Le Roussel de l’Allier – Episode 3

III

Le Roussel de l’Allier n’a pas fini de nous étonner. Si vous vous souvenez de l’ensemble de ses trouvailles, vous allez voir qu’il ne cessait de vouloir améliorer son confort de pêcheur pour s’enorgueillir du résultat et mesurer le plaisir que cela lui procurait.
Il avait su fabriquer des appâts artificiels qui représentaient les principales mouches de l’Allier, lui permettant ainsi de remplir son panier.
Il avait su trouver la solution pour porter ses mouches à des distances plus grandes que le bout de sa canne, mais il avait également constaté que son bambou n’était pas vraiment adapté aux gestes qu’il lui infligeait et qu’il ne répondait pas avec précision aux intentions qui le traversaient.
Établissant un parallèle avec des bois qu’il fallait passer aux flammes pour leur donner de la résistance, il en fit autant avec son bambou et put ainsi remarquer que sa canne avait gagné en puissance et en raideur, lui permettant de poser sa mouche avec plus de précision et qu’en plus il pouvait l’envoyer bien plus loin qu’auparavant, explorant ainsi des parties de la rivière jusqu’alors inatteignables, où depuis toujours se portaient les plus grosses truites.
Le Roussel de l’Allier était arrivé au sommet de son art et sa réputation dépassa le territoire du canton.
Au fort de l’été, il reçut une invitation émanant du marquis de Cantouanet, connu pour ses faits de pêche et de chasse.
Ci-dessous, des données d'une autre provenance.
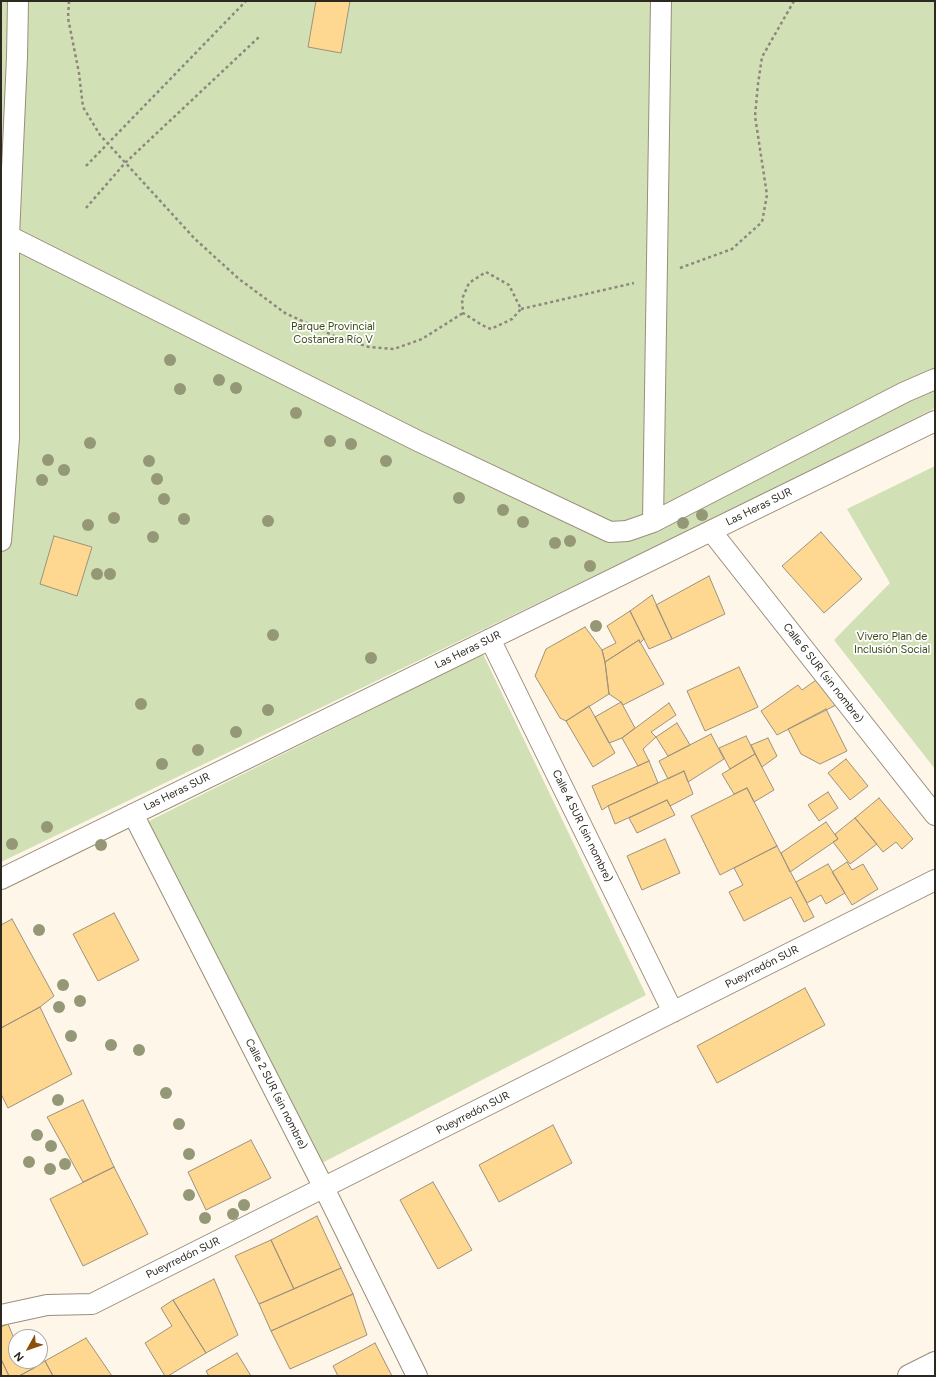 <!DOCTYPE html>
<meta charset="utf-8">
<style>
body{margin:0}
#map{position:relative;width:936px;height:1377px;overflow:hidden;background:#fef6e9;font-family:Figtree,sans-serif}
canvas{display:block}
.frame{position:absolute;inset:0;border:2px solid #2d2820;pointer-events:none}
.north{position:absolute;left:8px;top:1329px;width:40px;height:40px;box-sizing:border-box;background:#fff;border:1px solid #aba9a6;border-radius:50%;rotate:230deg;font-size:11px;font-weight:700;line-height:16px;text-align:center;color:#2d2820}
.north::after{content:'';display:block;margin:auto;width:14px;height:18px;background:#8a4f09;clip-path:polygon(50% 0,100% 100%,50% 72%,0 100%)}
</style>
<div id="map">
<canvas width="936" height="1377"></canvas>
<div class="frame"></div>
<div class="north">N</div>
</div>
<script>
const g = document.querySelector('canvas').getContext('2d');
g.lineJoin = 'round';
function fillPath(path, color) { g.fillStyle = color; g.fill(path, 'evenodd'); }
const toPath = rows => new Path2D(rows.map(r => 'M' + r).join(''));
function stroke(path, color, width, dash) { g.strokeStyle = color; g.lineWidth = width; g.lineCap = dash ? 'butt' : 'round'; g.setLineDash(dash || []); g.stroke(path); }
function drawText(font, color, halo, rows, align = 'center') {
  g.font = font + ' Figtree,sans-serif'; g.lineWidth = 3.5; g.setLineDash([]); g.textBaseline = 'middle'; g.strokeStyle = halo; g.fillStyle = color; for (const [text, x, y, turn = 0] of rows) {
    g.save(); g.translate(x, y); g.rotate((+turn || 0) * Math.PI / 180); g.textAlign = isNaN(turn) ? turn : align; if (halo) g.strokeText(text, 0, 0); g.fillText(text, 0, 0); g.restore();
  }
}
fillPath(toPath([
 [1,1,935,1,935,408,739,506,1,862],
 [935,466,935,769,834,640,890,583,847,509],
 [483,654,646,995,322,1163,147,822]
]), '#d2e0b5');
const building = toPath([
 [316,1,350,1,341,53,308,47,316,1],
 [821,532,862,579,824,613,782,566,821,532],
 [54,536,92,547,77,596,40,584,54,536],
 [709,576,725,614,672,639,656,605,709,576],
 [652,595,672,639,649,649,630,611,652,595],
 [630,611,644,639,640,643,639,640,605,662,602,650,616,643,607,626,630,611],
 [585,627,602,650,605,662,609,694,566,721,560,718,535,676,546,649,585,627],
 [639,640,664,684,623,705,621,702,609,694,605,662,639,640],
 [739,667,758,707,705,731,687,691,739,667],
 [819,678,836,705,777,735,761,711,798,685,802,690,819,678],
 [621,702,635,728,622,738,609,743,595,717,621,702],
 [669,703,676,715,651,732,656,737,643,749,649,761,638,766,622,738,669,703],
 [589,706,615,753,593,767,566,721,589,706],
 [826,709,847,751,820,764,801,754,788,729,826,709],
 [677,723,690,745,668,756,656,737,677,723],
 [711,734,724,759,688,782,684,771,668,779,659,761,711,734],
 [746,736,755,754,730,769,719,748,746,736],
 [768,738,777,756,762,767,751,745,768,738],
 [755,754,774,790,754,802,747,788,734,794,722,774,755,754],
 [846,759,868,786,850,800,828,773,846,759],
 [649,761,658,783,608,806,602,810,592,786,649,761],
 [684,771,693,794,670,806,667,800,615,824,608,806,684,771],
 [747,788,777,846,720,875,691,816,747,788],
 [828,792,838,808,819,821,808,805,828,792],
 [879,798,913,839,902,849,896,842,883,852,855,818,879,798],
 [667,800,675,815,637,833,629,818,667,800],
 [855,818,877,844,850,864,833,842,838,839,835,834,855,818],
 [826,822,838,839,790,872,781,853,826,822],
 [665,839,680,873,642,890,627,856,665,839],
 [777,846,814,917,804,922,791,897,744,921,729,892,743,885,734,868,777,846],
 [847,862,852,870,863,864,878,889,852,905,832,872,847,862],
 [828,864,845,893,826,904,821,895,807,903,796,882,828,864],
 [114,913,139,960,98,981,73,934,114,913],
 [12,919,54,996,40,1007,1,1028,1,925,12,919],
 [805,988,825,1025,717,1083,697,1046,805,988],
 [40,1007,72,1074,8,1108,1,1094,1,1028,40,1007],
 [83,1100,114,1167,83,1182,47,1117,83,1100],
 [553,1125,572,1163,499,1202,479,1165,553,1125],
 [251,1140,271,1178,206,1210,188,1172,251,1140],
 [114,1167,148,1234,83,1266,50,1199,114,1167],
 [433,1182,472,1250,438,1269,400,1200,433,1182],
 [317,1216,341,1268,294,1289,271,1240,317,1216],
 [271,1240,294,1289,259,1304,235,1256,271,1240],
 [341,1268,353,1294,271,1331,259,1304,341,1268],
 [214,1279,238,1335,206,1353,173,1300,214,1279],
 [353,1294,367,1335,290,1369,271,1331,353,1294],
 [173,1300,206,1353,168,1376,165,1376,145,1343,172,1326,161,1308,173,1300],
 [8,1324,16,1343,16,1361,30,1361,34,1368,19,1376,9,1376,1,1359,1,1327,8,1324],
 [86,1338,112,1376,53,1376,45,1361,86,1338],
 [375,1343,392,1376,338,1376,333,1366,375,1343],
 [237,1353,251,1376,209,1376,206,1371,237,1353],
 [1,1359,9,1376,1,1376,1,1359],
 [45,1361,53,1376,19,1376,34,1368,45,1361]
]);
fillPath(building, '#fed790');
stroke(building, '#9e927e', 1);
const street = toPath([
 [1,232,418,441,610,532,627,531,653,522,905,392,935,379],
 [653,522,661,1],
 [711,531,935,815],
 [1,541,9,438,9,236,17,57,18,1],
 [490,639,673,1012],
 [133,814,324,1188,417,1376],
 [1,879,935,421],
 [1,1315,47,1305,92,1304,935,880]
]);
const primary = toPath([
 [909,1376,935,1363]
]);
stroke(street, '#9a8e7a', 22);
stroke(primary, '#9a8e7a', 24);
stroke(toPath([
 [69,1,68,18,79,73,83,107,100,135,195,239,239,279,285,313,334,336,369,347,394,349,422,339,463,313],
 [86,166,246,1],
 [86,208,125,163,259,37],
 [680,268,732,249,762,222,767,195,755,116,758,84,762,57,794,1],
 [486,272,509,285,521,309,512,319,491,329,482,325,463,313,462,299,469,283,486,272],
 [521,309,634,283]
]), '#8e877d', 2.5, [3, 3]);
stroke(street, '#fff', 20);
stroke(primary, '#fff', 22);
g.fillStyle = '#949876';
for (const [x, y] of [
 [170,360],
 [219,380],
 [236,388],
 [180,389],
 [296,413],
 [330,441],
 [90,443],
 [351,444],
 [48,460],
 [149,461],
 [386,461],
 [64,470],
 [157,479],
 [42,480],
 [459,498],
 [164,499],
 [503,510],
 [702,515],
 [114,518],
 [184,519],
 [268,521],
 [523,522],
 [683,523],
 [88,525],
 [153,537],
 [570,541],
 [555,543],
 [590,566],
 [97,574],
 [110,574],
 [596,626],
 [273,635],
 [371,658],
 [141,704],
 [268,710],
 [236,732],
 [198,750],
 [162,764],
 [47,827],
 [12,844],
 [101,845],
 [39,930],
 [63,985],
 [80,1001],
 [59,1007],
 [71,1036],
 [111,1045],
 [139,1050],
 [166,1093],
 [58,1100],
 [179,1124],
 [37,1135],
 [51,1146],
 [189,1154],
 [29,1162],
 [65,1164],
 [50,1169],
 [189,1195],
 [244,1205],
 [233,1214],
 [205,1218]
]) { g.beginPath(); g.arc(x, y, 6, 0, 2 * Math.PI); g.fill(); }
drawText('11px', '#3d4b17', '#fff', [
 ["Parque Provincial",333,327],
 ["Costanera Río V",333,340],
 ["Vivero Plan de",892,637],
 ["Inclusión Social",892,650]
]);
drawText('11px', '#2d2820', '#fff', [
 ["Las Heras SUR",759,507,-26],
 ["Las Heras SUR",468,650,-26],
 ["Calle 6 SUR (sin nombre)",823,673,52],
 ["Las Heras SUR",177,792,-26],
 ["Calle 4 SUR (sin nombre)",582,826,64],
 ["Pueyrredón SUR",762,967,-27],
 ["Calle 2 SUR (sin nombre)",276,1094,63],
 ["Pueyrredón SUR",473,1113,-27],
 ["Pueyrredón SUR",183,1258,-26]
]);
</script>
Cette invitation consistait en une partie de pêche dans le haut d’une retenue, à l’endroit exact où se jette la Truyère et où remontait durant cette période de l’année des truites de plus de soixante centimètres que personne n’avait réussi à maintenir au bout d’une canne, compte tenu des limites du matériel utilisé en ce début du vingtième siècle.
Notre homme fit le trajet dans une voiture à cheval envoyée par le marquis et dès les premières heures du jour, en compagnie de notre noble pêcheur, ils occupèrent les lieux.
La canne du Roussel de l’Allier siffla dans l’air et le marquis put constater de visu l’extraordinaire technique de notre homme, mais également s’émerveiller sur les avancées qu’il avait apportées à l’ensemble du matériel de pêche. La mouche passa plus de dix fois au-dessus des têtes de la troupe qui accompagnait nos deux pêcheurs, pour partir d’un seul trait et se poser dans le courant de la Truyère qui venait se perdre dans les eaux sourdes de la retenue.
Et là, surgissant de la rencontre de ces deux eaux, une truite énorme déchira la surface pour s’emparer de la mouche. Il ferra presque trop tard tellement la surprise fut grande.
La truite resta pendue un quart de seconde où tout sembla se figer, le vent dans les arbres, les commentaires de la suite et ceux du marquis. Passé ce temps qui sembla à tous durer une éternité, où entre le bras levé du Roussel de l’Allier et cette énorme truite un fil était tendu, soudain le poisson agita son corps tel un serpent, faisant naître du remous dans l’endroit où la Truyère venait de se soumettre aux eaux profonde. Passée cette agitation liée à sa propre surprise, elle piqua vers le fond, sonda de toute sa puissance pour remonter à la surface et dans un éclair, fit une chandelle qui donna le plus beau du spectacle. Le fil tenait. Comme persuadée de son succès sur la scène des eaux, elle remonta le courant, se plaça en travers pour que la rivière l’aide à casser le lien qui voulait lui prendre sa liberté et partit à toute allure dans l’autre sens, comme si elle voulait se perdre dans les profondeurs des eaux, considérant qu’elle avait assez joué et qu’elle avait d’autres engagements en d’autres lieux.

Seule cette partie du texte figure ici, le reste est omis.